Similarly, when whole convolution is completed, a new abstract instruction vector is generated, i.e.

$$\begin{aligned} c = [c_{1}, c_{2}, ..., c_{i}, ..., c_{m}]. \end{aligned}$$
(4)

Then, batch normalization (BN) [6] is applied on c. Details of BN on mini-batch are in Algorithm 1. Recent research has shown that BN can smooth the objective function [16], which is significant to accelerate deep neural network.

figure a

After that, we use a non-linear activation function f and max-pooling on \(e_{i}\), which aims to reduce the dimension of the feature vector.

$$\begin{aligned} e = maxpooling(f([e_1, e_2, ..., e_i, ..., e_{m}])); e_i = BN_{\beta ,\gamma }(c_i) \end{aligned}$$
(5)

So far, we have described the process of one CNN block in malVecNet, which uses four similar CNN blocks. Therefore, the input of global max-pooling is a normalized, activated and pooled feature vector, i.e.

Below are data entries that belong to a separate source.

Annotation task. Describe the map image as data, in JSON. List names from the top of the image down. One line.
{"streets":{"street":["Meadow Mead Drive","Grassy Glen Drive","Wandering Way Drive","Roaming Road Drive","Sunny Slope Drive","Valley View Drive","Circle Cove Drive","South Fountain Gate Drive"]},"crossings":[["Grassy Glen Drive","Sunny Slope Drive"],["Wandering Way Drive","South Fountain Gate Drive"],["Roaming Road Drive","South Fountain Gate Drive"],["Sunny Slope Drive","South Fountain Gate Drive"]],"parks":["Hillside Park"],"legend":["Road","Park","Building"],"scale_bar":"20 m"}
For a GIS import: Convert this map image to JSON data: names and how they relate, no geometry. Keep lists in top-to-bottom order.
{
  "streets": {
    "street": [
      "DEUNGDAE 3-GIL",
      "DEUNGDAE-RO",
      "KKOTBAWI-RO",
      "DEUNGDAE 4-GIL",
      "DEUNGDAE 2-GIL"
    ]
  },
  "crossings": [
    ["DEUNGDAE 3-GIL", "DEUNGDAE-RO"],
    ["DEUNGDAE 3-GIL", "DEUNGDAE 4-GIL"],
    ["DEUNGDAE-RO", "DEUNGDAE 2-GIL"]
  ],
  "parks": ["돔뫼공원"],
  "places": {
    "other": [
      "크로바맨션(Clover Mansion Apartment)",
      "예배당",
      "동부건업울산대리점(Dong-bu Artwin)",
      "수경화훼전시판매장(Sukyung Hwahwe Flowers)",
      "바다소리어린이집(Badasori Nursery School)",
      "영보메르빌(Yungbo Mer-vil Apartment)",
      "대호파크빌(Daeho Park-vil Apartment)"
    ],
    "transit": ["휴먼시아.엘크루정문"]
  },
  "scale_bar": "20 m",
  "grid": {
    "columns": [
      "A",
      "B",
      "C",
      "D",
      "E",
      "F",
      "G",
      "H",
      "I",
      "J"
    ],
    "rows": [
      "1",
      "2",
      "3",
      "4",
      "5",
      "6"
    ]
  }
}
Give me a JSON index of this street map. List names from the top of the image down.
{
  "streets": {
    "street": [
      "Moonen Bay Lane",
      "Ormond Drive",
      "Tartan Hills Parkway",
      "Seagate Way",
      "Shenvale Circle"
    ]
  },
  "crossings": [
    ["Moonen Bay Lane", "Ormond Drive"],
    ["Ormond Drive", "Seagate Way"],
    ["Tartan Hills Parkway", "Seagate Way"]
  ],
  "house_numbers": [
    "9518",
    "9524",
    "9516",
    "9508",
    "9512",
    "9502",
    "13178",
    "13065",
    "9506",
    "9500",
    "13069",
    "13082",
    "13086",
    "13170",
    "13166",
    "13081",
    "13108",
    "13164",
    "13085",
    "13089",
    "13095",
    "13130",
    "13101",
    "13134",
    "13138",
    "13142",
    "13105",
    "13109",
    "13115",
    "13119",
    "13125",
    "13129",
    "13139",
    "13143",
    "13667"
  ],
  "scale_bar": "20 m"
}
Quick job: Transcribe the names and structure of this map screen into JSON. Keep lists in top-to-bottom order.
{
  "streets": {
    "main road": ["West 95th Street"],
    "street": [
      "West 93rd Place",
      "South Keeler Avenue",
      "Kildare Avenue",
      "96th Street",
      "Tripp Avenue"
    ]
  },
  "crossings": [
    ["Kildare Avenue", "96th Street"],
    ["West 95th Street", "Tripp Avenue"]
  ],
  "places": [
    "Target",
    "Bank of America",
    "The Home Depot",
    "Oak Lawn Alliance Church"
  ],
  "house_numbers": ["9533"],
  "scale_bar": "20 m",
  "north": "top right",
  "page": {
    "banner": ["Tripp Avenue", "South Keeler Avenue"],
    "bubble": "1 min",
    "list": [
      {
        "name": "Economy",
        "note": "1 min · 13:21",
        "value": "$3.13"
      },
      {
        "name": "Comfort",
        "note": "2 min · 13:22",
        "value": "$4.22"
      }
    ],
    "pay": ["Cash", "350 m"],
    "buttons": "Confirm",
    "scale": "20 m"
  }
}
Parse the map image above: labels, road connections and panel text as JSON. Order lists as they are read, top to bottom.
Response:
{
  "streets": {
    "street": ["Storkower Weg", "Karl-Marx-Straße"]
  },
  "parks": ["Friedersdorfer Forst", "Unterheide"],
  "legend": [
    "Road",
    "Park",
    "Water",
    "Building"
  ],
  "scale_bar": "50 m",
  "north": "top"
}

$$\begin{aligned} e = [e_1, e_2,..., e_{g}]. \end{aligned}$$
(6)

where g is determined by the specific parameters of the before layers. In order to preserve the most important features (one with highest value) while reducing the dimension of the final feature vector, we apply global max-pooling on e and take \(\hat{e} = max\left\{ e \right\} \) as the final instruction-level features vector.

Finally, we use two fully-connected blocks and a softmax layer to get:

$$\begin{aligned} y = [y_1, y_2,..., y_{n}]. \end{aligned}$$
(7)

in which \(y_i\) is the probability of malware family i, n represents the number of malware families.

We use the idea of sentence-level classification to construct the entire model. In theory, it is more suitable for instruction-level malware embedding methods, such as AndrewImage and YongImage.

4 Experiments and Results

4.1 Dataset

BIG2015 [15] contains 21741 malware samples of 9 different families, i.e. Ramnit(F1), Lollipop(F2), Kelihos_ver3(F3), Vundo(F4), Simda(F5), Tracur(F6), Kelihos_ver1(F7), Obfuscator.ACY(F8) and Gatak(F9).

Fig. 7.
figure 7

The distribution of dataset and cross-validation results

Since only 10868 training samples in BIG2015 is labeled, we choose this part as experimental dataset. As shown in Fig. 7(a), the dataset is extremely unbalanced. Therefore, we combine the following two methods to eliminate the impact of this unbalance on the model. Firstly, F4, F5 and F7 are randomly up-sampled to 500. Secondly, a loss function weight that is inversely proportional to the class frequency is set in the input data [10].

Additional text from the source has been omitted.